The Syrian Network for Human Rights (SNHR), along with 20 other human rights organizations, issued a joint statement on Thursday calling out Lebanon’s deportation of Syrian refugees. The human rights organizations claim the deportations violate the international law principle of non-refoulement, which protects individuals from being returned to a country where they face torture, cruel, inhuman, degrading treatment or punishment and other irreparable harm.

In calling for an immediate halt of summary deportations of Syrian refugees, the human rights organizations say that Lebanon has violated the international law principle of non-refoulement. Lebanon, as a party to the Convention against Torture and Other Cruel, Inhuman or Degrading Treatment or Punishment (CAT), is obligated not to extradite any individual who may be in danger of facing torture in their home country–otherwise known as non-refoulement. The organizations also stated that the courts should prohibit deportations that may constitute refoulement and abstain from implementing discriminatory measures targeted at Syrian refugees.
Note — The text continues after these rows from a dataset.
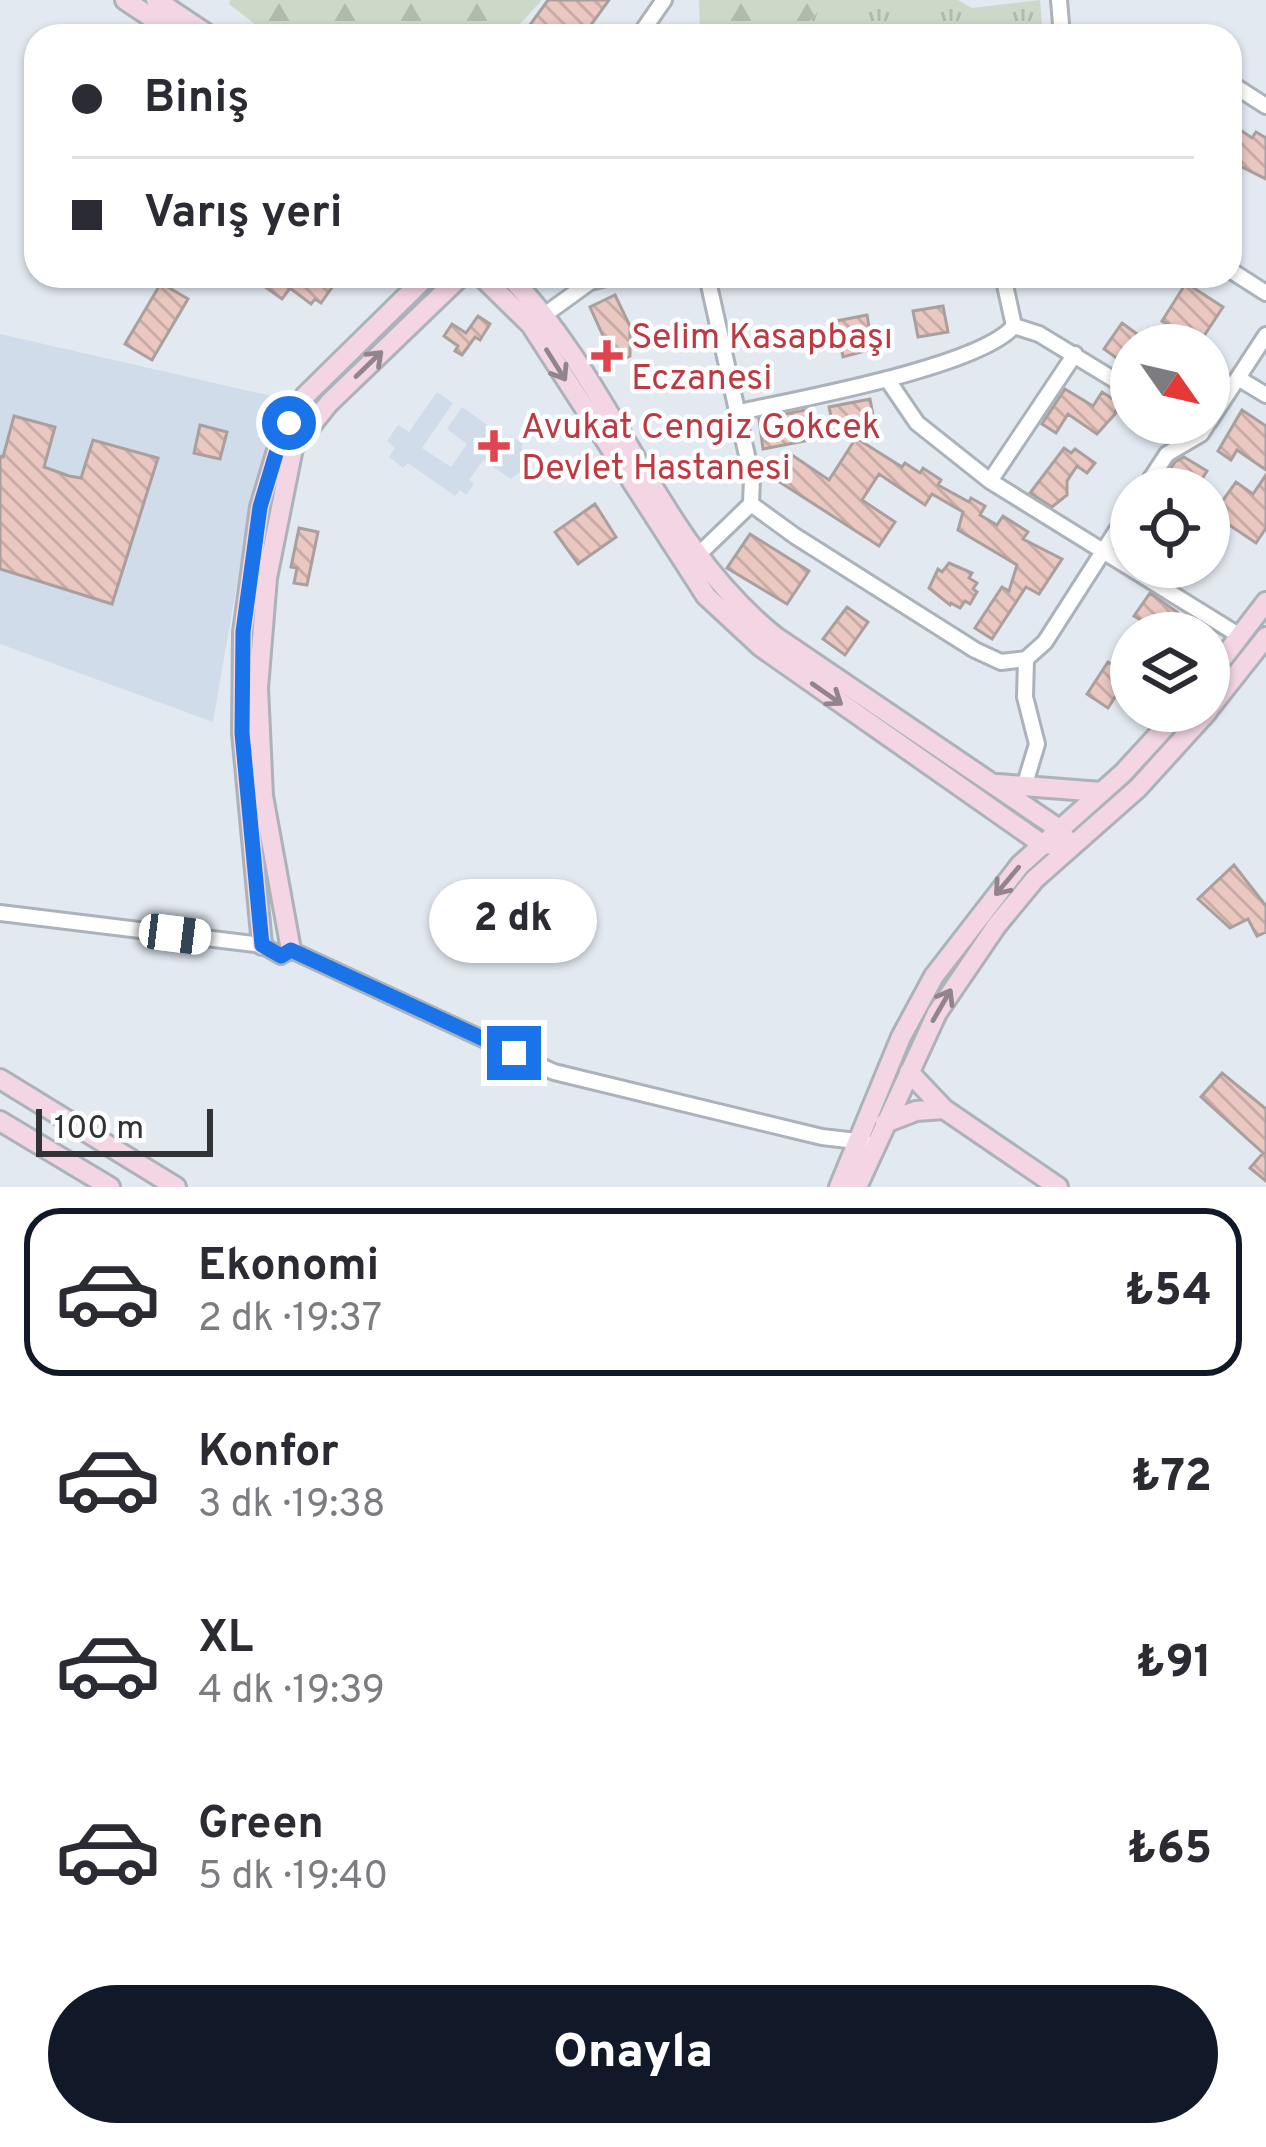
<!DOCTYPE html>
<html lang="tr">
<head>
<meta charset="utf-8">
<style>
	:root { --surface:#fff; --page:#f7f7f7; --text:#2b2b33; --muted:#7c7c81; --line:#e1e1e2; --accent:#111827 }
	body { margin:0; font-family:Overpass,sans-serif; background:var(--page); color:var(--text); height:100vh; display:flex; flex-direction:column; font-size:45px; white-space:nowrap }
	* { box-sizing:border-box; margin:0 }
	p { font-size:39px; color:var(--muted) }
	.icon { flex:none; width:66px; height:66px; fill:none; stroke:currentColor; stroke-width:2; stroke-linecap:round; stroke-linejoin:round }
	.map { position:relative; height:1187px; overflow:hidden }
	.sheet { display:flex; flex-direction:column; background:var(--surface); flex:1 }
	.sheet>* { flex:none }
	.guide { position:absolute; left:24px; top:24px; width:1218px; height:264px; border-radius:36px; box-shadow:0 3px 9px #0004; display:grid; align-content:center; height:264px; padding:0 48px; background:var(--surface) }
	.needle { width:78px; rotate:124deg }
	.fabs { position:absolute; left:1110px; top:324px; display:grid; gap:24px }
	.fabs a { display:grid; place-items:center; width:120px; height:120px; border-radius:50%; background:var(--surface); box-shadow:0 3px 9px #0004; font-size:60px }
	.scale { position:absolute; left:36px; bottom:30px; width:177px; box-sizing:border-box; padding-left:12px; border:6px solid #313337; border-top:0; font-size:33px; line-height:42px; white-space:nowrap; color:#313337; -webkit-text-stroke:9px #fff; paint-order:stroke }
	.end { position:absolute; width:54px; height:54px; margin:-27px; border:15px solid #1a73e8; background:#fff; box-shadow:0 0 0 6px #fff }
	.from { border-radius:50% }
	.bubble { position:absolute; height:84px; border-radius:42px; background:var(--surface); box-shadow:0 3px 9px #0004; font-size:39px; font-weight:800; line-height:84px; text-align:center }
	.car { position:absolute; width:36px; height:72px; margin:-36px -18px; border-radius:15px; box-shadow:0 0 9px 3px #0007; background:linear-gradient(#fff 24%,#345 0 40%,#fff 0 76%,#345 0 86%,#fff 0) }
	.guide b { display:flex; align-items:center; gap:42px; height:114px; font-size:45px }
	.guide b+b { border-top:3px solid var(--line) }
	.guide i { width:30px; height:30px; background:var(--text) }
	ul { padding:21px 0 0; list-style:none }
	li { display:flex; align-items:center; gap:36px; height:168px; margin:0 24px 18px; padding:0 24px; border:6px solid transparent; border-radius:36px }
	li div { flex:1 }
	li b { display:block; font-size:45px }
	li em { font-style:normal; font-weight:800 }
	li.selected { border-color:var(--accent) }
	li>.icon { width:108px; height:108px; stroke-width:1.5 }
	.primary-button { display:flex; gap:24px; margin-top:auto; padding:24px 48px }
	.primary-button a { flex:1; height:138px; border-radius:72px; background:var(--accent); color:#fff; font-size:48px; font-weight:800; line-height:138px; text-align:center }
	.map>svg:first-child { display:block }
	.built { fill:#d0dcea }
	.forest { fill:url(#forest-firs) }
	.park { fill:url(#park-tufts) }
	.building { fill:url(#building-back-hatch); stroke:#aa9f9c; stroke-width:3 }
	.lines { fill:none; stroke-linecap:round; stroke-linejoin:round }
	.street-casing { stroke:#abb2ba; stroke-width:20 }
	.secondary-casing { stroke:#abb2ba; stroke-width:24 }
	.street { stroke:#fff; stroke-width:14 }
	.secondary { stroke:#f4d5e3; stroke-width:18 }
	.oneway { stroke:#92848d }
	.route { stroke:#1a73e8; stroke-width:15 }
	.health-dot { fill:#e0444e; stroke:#fff; stroke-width:4.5 }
	.labels { text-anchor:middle; stroke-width:9; stroke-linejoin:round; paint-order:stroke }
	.health-label { font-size:36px; fill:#be3a42; stroke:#fff; text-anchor:start }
</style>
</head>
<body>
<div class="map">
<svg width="1266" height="1187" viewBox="0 0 1266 1187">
	<defs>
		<pattern id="forest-firs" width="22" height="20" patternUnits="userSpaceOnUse" patternTransform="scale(3)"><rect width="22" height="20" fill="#cdd9c8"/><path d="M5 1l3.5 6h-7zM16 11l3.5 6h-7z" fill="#b0bbac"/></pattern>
		<pattern id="park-tufts" width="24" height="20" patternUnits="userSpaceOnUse" patternTransform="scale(3)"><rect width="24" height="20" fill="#cdd9c8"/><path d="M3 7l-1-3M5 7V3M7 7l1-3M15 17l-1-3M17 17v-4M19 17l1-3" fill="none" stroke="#b0bbac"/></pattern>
		<pattern id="building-back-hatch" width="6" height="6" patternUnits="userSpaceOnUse" patternTransform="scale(3)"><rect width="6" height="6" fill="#eac7c1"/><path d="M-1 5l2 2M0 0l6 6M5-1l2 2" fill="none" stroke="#c9aba6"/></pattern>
	</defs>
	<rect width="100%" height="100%" fill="#e2e9f1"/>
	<path class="built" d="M0,334L285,399L254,484L213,722L0,644Z
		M437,392L453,403L422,448L451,467L467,444L447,429L462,407L507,439L511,436L523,444L521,448L530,454L520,472L511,479L483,460L469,480L474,484L466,495L460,490L455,496L408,463L403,468L389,457L395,448L387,441L398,425L409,432Z"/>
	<path class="forest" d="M230,0H542L509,36H270L229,4Z
		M699,0H827L798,36H700Z"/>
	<path class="park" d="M827,0H958L972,8L1040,0L1043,36H798Z"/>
	<path class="building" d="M548,0H609L583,36H522Z
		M1230,123L1252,138L1256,132L1266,138V179L1230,161Z
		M250,276H340L321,303L315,299L311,304L290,288L282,299Z
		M161,283L188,299L152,360L125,344Z
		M1186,283L1223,307L1198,345H1159L1171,327L1162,321Z
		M615,295L630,326V356L606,367L603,336L590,307Z
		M943,306L948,332L918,337L913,311Z
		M867,315L873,349L843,357L836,321Z
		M478,316L490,324L480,340L475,337L462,355L455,351L458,346L444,336L452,324L466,333Z
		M1122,323L1152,345H1131V358L1126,365L1104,349Z
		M1065,389L1093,406L1102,392L1119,403L1115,414L1097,434L1068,414L1056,433L1042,424Z
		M870,399L875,426L835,434L829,407Z
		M810,409L815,439L763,449L759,419Z
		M1242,410L1266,426V470L1237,450L1231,460L1218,451Z
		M14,416L55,427L44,467L69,476L81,478L93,440L158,458L112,604L0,569V456L3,457Z
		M200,425L227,432L220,459L194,453Z
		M856,438L902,467L905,463L920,473L923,468L941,480L938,485L969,502L971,498L985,506L980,515L997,525L1003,516L1028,532L1023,539L1062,559L1039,594L1026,587L992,639L975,628L1002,587L1009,591L1017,565L958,530L963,512L932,494L925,505L879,474L862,500L895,522L879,546L772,477L789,453L829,480Z
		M1064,448L1071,453L1075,449L1095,463L1087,473L1077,466L1067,481V495L1052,507L1030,493Z
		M1184,457L1207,471L1197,487L1187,480L1181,489H1157L1175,462Z
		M1266,475V528L1256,543L1213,514L1236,482L1253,494Z
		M595,504L616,537L578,564L555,532Z
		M299,528L318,532L307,585L294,583L297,568L291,567Z
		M750,534L809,571L787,604L727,568Z
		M949,563L972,573L969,578L977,583L973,589L977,592L970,604L965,601L960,608L951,603L950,605L929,588L938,569L942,572Z
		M1150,593L1177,612L1163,633L1134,616Z
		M847,607L868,622L845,655L823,639Z
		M1108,662L1129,675L1108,708L1087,694Z
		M1234,865L1266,906V932L1257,936L1248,919L1230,928L1198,899Z
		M1222,1073L1266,1109V1181L1250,1168L1263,1153L1201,1097Z"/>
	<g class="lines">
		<defs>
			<path id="street" d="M1059,0L1062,36
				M639,36L664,0
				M1230,83L1266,106
				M1230,270L1266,293
				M536,321L590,282L614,276
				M1014,326L1039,334L1131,390
				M1238,378L1266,395
				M887,379L917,423L990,481L1240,636
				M735,413C794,400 980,367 1014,326L1003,276
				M1209,422L1266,335
				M990,481L1075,354
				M1144,489L1167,454L1201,434L1208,423
				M751,504L795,536L975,650L1001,662L1026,659
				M698,555L751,504L752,478L707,276
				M1024,787L1037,744L1025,697L1026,659L1045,642L1131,508
				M0,913L262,945L281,956L291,950L554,1072L822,1137L865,1142"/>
			<path id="secondary" d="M125,0L179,36
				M156,0L210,36
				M481,276L531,325L706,596L761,647L1042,844L1071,846
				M509,276C615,383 656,542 776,637L1059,829L1071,846
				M1209,676L1266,602
				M1209,709L1266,637
				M998,784L1101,792
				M262,945L242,733L243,632L260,507L281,437L305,396L427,276
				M291,950L263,796L258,688L267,578L293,448L329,403L461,276
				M909,1072L944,1109L1058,1187
				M0,1079L176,1187
				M0,1121L110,1187
				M885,1123L916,1111L944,1109
				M839,1187L901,1037L934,976L1020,865L1123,773L1180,711
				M857,1187L937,1013L997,925L1035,879L1138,788L1208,711"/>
		</defs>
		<use href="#street" class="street-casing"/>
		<use href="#secondary" class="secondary-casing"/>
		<use href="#street" class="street"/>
		<use href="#secondary" class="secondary"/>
	</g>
	<defs><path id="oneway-shaft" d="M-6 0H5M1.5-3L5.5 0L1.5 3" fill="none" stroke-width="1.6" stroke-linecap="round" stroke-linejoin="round" transform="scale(3)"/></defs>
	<g class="oneway">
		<use href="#oneway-shaft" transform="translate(369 364) rotate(-44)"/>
		<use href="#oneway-shaft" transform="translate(556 365) rotate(58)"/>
		<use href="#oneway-shaft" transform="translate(827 694) rotate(35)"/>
		<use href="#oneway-shaft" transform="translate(1007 881) rotate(130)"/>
		<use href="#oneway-shaft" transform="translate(942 1005) rotate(-60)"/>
	</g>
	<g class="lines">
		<path class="route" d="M289,423L281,437L260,507L243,632L242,733L262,945L281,956L291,950L514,1053"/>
	</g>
	<g class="health-dot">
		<path d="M601 338h12v12h12v12h-12v12h-12v-12h-12v-12h12z"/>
		<path d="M488 428h12v12h12v12h-12v12h-12v-12h-12v-12h12z"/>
	</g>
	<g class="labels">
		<g class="health-label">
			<text x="631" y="348">Selim Kasapbaşı<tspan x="631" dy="41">Eczanesi</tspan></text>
			<text x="521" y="438">Avukat Cengiz Gokcek<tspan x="521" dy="41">Devlet Hastanesi</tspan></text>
		</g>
	</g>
</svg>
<div class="fabs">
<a><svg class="needle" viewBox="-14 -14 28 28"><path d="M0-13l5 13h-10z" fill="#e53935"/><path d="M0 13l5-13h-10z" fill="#7c7c81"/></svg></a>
<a><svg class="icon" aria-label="locate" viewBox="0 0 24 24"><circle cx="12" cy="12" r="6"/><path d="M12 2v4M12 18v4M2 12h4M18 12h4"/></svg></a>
<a><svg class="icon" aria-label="layers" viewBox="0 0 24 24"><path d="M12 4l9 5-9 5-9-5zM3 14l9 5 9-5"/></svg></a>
</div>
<div class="scale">100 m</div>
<i class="end from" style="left:289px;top:423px"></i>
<i class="end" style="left:514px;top:1053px"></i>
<div class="bubble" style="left:429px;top:879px;width:168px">2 dk</div>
<i class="car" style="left:175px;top:934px;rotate:97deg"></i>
<div class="guide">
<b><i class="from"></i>Biniş</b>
<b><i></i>Varış yeri</b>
</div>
</div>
<section class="sheet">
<ul>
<li class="selected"><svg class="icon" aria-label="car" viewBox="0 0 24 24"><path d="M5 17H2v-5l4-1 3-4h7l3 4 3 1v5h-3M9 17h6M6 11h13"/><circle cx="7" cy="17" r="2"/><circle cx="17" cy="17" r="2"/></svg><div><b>Ekonomi</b><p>2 dk · 19:37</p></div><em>₺54</em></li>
<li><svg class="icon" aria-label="car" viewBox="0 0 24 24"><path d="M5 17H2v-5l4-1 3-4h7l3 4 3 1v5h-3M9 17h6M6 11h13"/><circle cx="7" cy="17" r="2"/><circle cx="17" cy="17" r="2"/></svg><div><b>Konfor</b><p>3 dk · 19:38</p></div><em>₺72</em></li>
<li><svg class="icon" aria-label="car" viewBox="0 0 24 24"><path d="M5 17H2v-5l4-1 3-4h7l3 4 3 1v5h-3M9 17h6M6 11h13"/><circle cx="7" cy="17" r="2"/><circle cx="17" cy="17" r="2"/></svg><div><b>XL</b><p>4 dk · 19:39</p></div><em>₺91</em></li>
<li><svg class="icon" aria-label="car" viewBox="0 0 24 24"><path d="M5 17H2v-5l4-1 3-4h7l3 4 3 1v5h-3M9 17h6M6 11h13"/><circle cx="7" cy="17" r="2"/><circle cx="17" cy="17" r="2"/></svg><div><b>Green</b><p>5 dk · 19:40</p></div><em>₺65</em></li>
</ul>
<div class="primary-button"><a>Onayla</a></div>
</section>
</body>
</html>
The organizations also call on Lebanese authorities to respect due process and “ensure that anyone at risk of deportation to Syria has the opportunity to see a lawyer, meet with [UN High Commissioner for Refugees] and to argue their case for protection and against deportation in a competent court.”

According to the human rights organizations, Lebanese Armed Forces “summarily deported hundreds of Syrians back to Syria” amid an escalation in coercive measures employed by Lebanon to pressure refugees to return to their countries of origin. Coercive measures include imposing curfews on Syrian refugees to restrict their movement and ability to rent housing, as well as deporting Syrian refugees upon conducting discriminatory raids on their houses.

According to deportees interviewed by Amnesty International, the Lebanese Army handed them directly to Syrian authorities at the border without providing them with the opportunity to challenge their deportation or seek legal protection. Some of these deportees were thereafter arrested or have disappeared upon returning to Syria. In addition, local and international organizations have documented “horrific violations committed by Syrian military and security forces against Syrian returnees,” such as unlawful or arbitrary detention, torture, rape, sexual violence and other ill-treatment.

This is not the first time Lebanon has faced international condemnation for their treatment of refugees. Previously in May 2022, the UN Special Rapporteur on extreme poverty and human rights published a report which found that Palestinian and Syrian refugees in Lebanon face disastrous conditions, with 88 per cent living below minimum survival conditions. Millions of Syrian refugees have fled Syria since the outbreak of the civil war in 2010, creating the world’s largest refugee crisis in decades. Many refugees live in extreme poverty, supported only through international assistance and benefits from their host countries.